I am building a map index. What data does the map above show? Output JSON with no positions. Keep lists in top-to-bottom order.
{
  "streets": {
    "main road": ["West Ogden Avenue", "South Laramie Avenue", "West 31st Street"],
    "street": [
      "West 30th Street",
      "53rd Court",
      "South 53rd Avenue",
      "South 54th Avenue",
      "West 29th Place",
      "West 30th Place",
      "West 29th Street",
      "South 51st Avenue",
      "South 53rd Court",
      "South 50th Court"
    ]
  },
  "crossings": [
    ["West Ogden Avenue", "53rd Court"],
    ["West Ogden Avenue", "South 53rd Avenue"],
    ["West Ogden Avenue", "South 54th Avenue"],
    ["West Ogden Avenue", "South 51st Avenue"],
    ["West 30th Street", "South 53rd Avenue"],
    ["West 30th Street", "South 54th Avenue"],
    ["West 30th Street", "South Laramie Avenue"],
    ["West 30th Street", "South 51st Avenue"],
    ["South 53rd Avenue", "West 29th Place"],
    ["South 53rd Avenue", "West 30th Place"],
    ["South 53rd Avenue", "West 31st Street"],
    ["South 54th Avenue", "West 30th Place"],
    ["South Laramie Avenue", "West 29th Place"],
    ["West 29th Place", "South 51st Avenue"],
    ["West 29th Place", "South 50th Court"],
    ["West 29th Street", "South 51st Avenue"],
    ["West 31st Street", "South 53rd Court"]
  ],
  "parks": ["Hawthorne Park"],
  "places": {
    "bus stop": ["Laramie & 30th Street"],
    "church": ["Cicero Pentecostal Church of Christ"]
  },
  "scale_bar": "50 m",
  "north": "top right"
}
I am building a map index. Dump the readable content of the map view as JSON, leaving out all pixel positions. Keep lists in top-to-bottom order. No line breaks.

= EXERCISE =
Every single line in the records above must be written out exactly.

= EXERCISE SOLUTION =
I am building a map index. What data does the map above show? Output JSON with no positions. Keep lists in top-to-bottom order.
{
  "streets": {
    "main road": ["West Ogden Avenue", "South Laramie Avenue", "West 31st Street"],
    "street": [
      "West 30th Street",
      "53rd Court",
      "South 53rd Avenue",
      "South 54th Avenue",
      "West 29th Place",
      "West 30th Place",
      "West 29th Street",
      "South 51st Avenue",
      "South 53rd Court",
      "South 50th Court"
    ]
  },
  "crossings": [
    ["West Ogden Avenue", "53rd Court"],
    ["West Ogden Avenue", "South 53rd Avenue"],
    ["West Ogden Avenue", "South 54th Avenue"],
    ["West Ogden Avenue", "South 51st Avenue"],
    ["West 30th Street", "South 53rd Avenue"],
    ["West 30th Street", "South 54th Avenue"],
    ["West 30th Street", "South Laramie Avenue"],
    ["West 30th Street", "South 51st Avenue"],
    ["South 53rd Avenue", "West 29th Place"],
    ["South 53rd Avenue", "West 30th Place"],
    ["South 53rd Avenue", "West 31st Street"],
    ["South 54th Avenue", "West 30th Place"],
    ["South Laramie Avenue", "West 29th Place"],
    ["West 29th Place", "South 51st Avenue"],
    ["West 29th Place", "South 50th Court"],
    ["West 29th Street", "South 51st Avenue"],
    ["West 31st Street", "South 53rd Court"]
  ],
  "parks": ["Hawthorne Park"],
  "places": {
    "bus stop": ["Laramie & 30th Street"],
    "church": ["Cicero Pentecostal Church of Christ"]
  },
  "scale_bar": "50 m",
  "north": "top right"
}
I am building a map index. Dump the readable content of the map view as JSON, leaving out all pixel positions. Keep lists in top-to-bottom order. No line breaks.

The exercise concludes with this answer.